L’Alzheimer è una malattia terrificante, forse una delle più raccapriccianti tra quelle che conosciamo. Al contrario di gran parte della patologie, infatti, colpisce ciò che rende una persona ciò che è: i suoi ricordi.
Anno dopo anno, il malato di Alzheimer dimentica ricorrenze importanti, storie buffe, volti di persone amate. Anno dopo anno, affonda nella confusione e nella paura: si sveglia in un posto sconosciuto, circondato da gente estranea e che gli dice che no, non può tornare a casa. Perfino il volto nello specchio è quello di qualcun altro, troppo anziano per essere il suo.
Un incubo per la persona che ne soffre, ma anche per i parenti che devono prendersene cura.

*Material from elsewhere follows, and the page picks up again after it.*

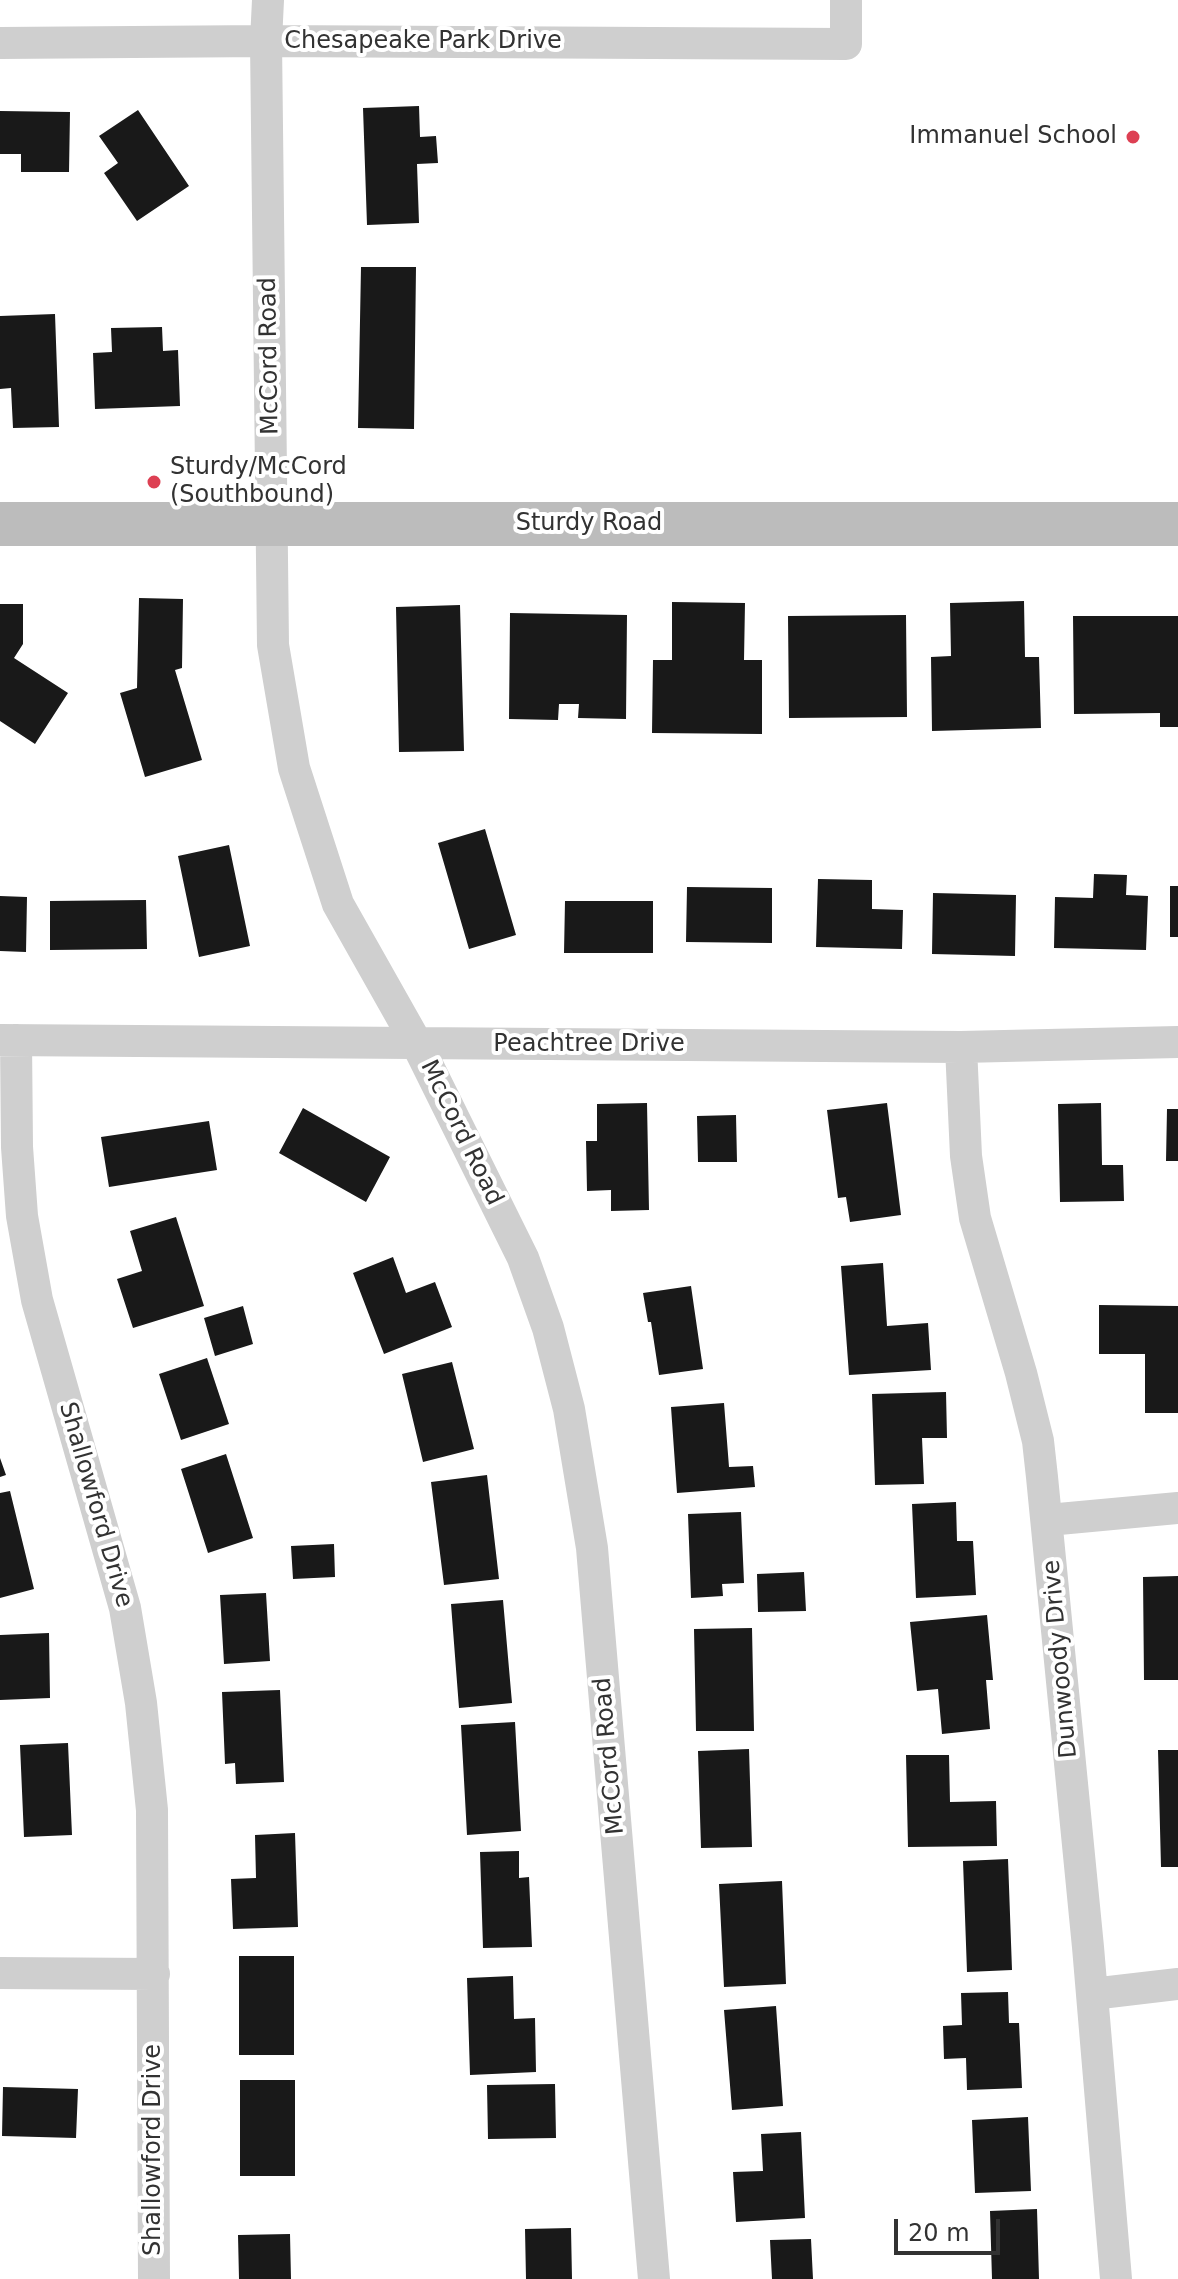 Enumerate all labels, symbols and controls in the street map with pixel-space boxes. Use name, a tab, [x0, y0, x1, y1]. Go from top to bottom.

Purtroppo, ad oggi non esiste una cura per l’Alzheimer: ciò che è perso lo è per sempre. Ciononostante, la ricerca sta facendo passi da gigante nella prevenzione e nel trattamento della malattia. Grazie alle staminali mesenchimali, potremmo rallentare o addirittura fermare il processo di deterioramento cognitivo.
In che modo?
L’Alzheimer in breve
L’Alzheimer è una malattia neurodegenerativa progressiva e senza cura. Chi ne soffre inizia a perdere reti neurali nell’ippocampo, l’area del cervello che controlla la memoria. Nel corso del tempo, la degenerazione si allarga a tutto il cervello e tocca perfino la corteccia cerebrale, ovvero la sede del pensiero e della consapevolezza.
Più reti neurali muoiono, più funzioni cognitive e ricordi si perdono. Nelle ultime fasi della malattia, il paziente perde perfino la propria personalità e non è più in grado di svolgere nemmeno le attività più semplici. Ecco perché le persone affette da Alzheimer hanno bisogno di una cura costante, sia di giorno sia di notte.
Le cause dell’Alzheimer
Contrariamente a ciò che credono in molti, l’Alzheimer non esordisce in vecchiaia. La progressione della malattia dura decenni e inizia ben prima che si manifestino i sintomi.
Secondo alcuni studi, la fase asintomatica dell’Alzheimer dura 20 anni circa. In questa primissima fase, le funzioni cognitive rimangono pressappoco identiche, nonostante il cervello abbia già cominciato a deteriorarsi. Ciò rende molto più difficile studiare la progressione della malattia, per non parlare delle possibili cause.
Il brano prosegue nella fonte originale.